TASK OBJECTIVE :: Every line containing the word "tools" must be pulled from the records.

EXTRACTED RECORDS ::

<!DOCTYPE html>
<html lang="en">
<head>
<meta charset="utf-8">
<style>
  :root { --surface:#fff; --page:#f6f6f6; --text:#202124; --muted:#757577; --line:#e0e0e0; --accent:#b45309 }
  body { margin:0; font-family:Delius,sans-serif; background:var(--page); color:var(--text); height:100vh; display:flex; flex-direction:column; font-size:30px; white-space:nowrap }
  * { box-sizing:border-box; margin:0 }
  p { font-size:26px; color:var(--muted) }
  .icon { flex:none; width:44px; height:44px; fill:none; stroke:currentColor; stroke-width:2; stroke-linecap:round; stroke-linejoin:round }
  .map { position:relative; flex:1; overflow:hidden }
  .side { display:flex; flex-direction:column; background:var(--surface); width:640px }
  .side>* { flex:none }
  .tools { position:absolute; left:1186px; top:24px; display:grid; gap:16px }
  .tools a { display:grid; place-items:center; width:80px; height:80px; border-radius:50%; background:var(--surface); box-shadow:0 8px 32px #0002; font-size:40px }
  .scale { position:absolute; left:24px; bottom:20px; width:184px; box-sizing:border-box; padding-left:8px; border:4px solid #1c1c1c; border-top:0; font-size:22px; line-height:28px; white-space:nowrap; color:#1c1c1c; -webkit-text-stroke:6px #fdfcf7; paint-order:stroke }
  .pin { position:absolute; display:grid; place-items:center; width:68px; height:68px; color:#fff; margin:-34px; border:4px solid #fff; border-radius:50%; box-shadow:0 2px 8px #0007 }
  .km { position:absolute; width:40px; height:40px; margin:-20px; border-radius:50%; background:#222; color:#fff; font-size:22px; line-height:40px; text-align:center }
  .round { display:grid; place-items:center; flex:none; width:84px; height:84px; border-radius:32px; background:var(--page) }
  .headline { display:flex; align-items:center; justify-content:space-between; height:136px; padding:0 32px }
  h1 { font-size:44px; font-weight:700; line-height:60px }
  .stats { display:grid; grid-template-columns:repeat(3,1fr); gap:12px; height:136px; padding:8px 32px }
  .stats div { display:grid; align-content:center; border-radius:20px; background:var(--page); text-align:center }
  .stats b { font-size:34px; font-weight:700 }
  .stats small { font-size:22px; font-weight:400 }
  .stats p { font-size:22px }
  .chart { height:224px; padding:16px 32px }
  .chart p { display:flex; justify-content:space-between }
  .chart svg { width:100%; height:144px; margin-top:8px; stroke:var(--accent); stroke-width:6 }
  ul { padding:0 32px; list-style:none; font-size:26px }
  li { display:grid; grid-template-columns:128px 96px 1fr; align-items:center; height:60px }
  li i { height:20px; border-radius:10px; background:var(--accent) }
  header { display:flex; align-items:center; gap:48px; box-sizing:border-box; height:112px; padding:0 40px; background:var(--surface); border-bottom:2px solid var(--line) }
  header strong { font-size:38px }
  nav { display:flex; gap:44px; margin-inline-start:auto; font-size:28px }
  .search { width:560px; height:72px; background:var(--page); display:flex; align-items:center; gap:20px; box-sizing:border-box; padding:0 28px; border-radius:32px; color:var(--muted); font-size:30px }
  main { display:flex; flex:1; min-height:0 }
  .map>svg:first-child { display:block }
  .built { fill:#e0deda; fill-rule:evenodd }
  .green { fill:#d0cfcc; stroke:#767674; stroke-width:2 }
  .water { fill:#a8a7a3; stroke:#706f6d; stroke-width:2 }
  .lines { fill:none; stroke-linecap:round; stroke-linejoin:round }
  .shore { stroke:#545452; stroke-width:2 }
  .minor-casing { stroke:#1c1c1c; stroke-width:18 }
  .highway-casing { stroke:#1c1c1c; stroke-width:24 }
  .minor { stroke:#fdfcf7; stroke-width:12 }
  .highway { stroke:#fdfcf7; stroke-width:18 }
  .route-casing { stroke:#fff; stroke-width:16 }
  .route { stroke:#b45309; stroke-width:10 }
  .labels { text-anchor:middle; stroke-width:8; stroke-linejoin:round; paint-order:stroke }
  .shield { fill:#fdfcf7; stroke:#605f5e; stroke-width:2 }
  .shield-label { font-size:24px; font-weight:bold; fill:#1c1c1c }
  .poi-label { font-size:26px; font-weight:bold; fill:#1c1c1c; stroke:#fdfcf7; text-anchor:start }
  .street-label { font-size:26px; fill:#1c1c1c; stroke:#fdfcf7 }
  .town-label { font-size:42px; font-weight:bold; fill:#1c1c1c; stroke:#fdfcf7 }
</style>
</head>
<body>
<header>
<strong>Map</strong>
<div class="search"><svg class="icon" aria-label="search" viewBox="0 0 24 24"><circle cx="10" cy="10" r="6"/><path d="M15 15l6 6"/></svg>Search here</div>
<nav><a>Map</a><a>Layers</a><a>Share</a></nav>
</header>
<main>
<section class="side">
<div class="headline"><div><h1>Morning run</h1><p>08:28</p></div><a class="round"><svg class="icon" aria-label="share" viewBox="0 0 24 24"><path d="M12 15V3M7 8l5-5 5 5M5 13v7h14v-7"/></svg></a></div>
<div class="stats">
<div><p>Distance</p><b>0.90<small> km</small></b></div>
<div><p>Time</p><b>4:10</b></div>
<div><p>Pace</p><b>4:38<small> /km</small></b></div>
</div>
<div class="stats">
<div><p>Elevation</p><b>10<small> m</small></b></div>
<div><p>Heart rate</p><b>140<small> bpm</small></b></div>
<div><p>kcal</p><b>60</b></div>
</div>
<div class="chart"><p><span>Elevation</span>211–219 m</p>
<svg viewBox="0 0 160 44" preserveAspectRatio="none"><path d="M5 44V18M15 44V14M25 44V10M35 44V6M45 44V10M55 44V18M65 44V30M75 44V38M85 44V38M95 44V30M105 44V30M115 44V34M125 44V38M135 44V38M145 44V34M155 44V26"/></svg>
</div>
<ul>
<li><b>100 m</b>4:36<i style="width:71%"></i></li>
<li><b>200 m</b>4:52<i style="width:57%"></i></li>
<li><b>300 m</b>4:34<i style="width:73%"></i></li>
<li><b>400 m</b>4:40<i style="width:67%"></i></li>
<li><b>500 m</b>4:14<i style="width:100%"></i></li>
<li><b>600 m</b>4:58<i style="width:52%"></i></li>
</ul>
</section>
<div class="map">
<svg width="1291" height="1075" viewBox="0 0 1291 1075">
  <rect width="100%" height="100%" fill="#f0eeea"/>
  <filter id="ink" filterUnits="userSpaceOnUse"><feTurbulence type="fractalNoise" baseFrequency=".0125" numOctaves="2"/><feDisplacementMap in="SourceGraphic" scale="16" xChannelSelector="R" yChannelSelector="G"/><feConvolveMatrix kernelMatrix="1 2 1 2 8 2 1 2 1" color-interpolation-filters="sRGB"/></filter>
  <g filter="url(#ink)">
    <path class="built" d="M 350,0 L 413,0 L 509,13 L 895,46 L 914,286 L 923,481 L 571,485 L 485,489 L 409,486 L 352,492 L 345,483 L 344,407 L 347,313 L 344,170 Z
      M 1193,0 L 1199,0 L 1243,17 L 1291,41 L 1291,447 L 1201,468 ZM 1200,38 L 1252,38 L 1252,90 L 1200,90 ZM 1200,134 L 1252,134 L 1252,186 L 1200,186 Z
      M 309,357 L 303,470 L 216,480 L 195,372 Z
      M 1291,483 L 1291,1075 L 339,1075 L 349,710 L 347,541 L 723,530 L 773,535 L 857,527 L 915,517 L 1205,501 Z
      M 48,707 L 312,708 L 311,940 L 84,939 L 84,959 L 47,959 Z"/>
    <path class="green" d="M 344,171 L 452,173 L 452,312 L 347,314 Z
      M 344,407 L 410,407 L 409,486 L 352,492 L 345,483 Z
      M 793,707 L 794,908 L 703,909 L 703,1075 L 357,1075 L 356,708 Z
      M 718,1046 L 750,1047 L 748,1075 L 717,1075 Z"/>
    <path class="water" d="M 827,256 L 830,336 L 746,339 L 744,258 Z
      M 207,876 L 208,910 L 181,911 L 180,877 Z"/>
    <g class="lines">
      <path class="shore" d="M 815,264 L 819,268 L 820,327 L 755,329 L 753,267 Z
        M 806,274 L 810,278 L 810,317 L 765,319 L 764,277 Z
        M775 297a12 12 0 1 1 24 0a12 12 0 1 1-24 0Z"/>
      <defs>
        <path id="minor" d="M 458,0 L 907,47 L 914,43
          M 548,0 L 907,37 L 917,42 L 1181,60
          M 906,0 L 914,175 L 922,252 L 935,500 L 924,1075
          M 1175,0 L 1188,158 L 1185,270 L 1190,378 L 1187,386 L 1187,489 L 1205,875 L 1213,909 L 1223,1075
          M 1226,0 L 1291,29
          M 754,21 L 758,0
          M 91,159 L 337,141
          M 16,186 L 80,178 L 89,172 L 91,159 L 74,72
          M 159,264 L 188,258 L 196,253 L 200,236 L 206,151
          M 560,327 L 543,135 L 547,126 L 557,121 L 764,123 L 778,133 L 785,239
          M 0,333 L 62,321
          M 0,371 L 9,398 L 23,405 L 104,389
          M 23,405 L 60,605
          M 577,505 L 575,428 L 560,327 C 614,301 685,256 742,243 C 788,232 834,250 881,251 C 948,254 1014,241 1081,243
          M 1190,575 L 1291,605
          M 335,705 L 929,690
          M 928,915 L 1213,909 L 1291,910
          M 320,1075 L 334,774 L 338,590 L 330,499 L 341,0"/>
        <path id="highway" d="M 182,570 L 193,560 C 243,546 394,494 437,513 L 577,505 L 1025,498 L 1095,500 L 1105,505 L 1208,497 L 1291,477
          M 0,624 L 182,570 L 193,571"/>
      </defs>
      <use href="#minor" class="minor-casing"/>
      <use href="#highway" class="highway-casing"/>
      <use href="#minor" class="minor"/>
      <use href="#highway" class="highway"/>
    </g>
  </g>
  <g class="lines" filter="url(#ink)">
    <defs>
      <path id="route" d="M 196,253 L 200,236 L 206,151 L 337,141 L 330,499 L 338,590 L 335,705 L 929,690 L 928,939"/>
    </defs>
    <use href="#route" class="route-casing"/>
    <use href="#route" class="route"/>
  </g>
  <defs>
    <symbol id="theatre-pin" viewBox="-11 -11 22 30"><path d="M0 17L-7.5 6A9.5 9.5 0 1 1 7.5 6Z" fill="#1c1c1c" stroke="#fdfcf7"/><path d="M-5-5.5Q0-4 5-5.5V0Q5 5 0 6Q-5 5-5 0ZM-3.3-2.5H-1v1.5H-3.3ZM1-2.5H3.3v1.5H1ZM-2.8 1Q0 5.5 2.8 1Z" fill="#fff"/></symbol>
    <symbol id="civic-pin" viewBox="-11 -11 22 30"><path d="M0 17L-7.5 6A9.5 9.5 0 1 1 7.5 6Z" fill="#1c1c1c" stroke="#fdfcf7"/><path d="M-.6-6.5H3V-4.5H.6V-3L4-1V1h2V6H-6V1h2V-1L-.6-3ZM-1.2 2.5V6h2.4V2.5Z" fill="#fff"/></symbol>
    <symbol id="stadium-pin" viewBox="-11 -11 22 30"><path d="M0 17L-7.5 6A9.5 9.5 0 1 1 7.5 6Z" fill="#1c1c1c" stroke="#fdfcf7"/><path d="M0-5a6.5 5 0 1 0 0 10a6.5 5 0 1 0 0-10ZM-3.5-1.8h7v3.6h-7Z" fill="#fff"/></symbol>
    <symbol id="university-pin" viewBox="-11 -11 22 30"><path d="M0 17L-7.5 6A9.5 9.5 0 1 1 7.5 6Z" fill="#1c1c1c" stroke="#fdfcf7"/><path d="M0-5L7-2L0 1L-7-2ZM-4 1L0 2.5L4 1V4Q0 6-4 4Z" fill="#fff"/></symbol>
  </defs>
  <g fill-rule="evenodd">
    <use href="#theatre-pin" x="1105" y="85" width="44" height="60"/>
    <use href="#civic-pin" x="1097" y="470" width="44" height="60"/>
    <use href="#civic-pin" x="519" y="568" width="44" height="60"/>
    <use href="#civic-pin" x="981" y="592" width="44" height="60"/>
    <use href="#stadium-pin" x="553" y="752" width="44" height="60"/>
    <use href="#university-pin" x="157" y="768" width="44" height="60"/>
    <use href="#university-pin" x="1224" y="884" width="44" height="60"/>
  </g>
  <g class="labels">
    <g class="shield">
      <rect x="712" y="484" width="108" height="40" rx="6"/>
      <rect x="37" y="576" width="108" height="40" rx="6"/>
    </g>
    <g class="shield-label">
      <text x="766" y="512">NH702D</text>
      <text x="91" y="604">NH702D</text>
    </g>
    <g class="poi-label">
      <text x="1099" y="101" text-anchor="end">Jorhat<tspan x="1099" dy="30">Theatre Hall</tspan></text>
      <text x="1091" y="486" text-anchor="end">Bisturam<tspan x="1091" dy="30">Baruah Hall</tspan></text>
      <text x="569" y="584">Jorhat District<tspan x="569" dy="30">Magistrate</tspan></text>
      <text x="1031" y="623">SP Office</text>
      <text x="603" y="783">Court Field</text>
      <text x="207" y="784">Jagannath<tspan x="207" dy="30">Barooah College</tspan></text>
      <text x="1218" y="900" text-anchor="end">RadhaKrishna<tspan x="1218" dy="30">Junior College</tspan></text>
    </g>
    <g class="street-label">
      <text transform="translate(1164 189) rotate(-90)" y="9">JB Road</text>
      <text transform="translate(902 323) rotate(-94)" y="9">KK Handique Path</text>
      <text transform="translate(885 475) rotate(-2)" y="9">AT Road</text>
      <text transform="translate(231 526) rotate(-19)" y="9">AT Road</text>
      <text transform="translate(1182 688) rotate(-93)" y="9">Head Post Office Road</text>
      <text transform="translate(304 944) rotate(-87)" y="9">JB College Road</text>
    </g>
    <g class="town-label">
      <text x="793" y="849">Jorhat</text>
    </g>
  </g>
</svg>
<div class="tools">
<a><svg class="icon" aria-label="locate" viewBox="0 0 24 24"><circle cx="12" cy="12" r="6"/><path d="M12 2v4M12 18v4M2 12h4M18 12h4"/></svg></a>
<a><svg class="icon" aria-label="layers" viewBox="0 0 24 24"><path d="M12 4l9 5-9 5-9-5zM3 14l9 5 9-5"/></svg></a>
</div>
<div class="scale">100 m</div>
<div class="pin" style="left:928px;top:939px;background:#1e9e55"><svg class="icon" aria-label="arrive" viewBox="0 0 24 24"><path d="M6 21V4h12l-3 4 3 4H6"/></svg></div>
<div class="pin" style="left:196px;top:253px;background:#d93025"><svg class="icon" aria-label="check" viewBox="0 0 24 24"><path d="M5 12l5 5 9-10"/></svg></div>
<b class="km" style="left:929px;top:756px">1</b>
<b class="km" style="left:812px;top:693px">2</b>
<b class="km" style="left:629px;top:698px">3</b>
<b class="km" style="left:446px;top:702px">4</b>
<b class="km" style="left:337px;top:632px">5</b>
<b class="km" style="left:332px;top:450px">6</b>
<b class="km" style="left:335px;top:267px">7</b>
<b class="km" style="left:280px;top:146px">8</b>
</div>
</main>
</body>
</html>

OUTPUT OF THE TASK ::
  .tools { position:absolute; left:1186px; top:24px; display:grid; gap:16px }
  .tools a { display:grid; place-items:center; width:80px; height:80px; border-radius:50%; background:var(--surface); box-shadow:0 8px 32px #0002; font-size:40px }
<div class="tools">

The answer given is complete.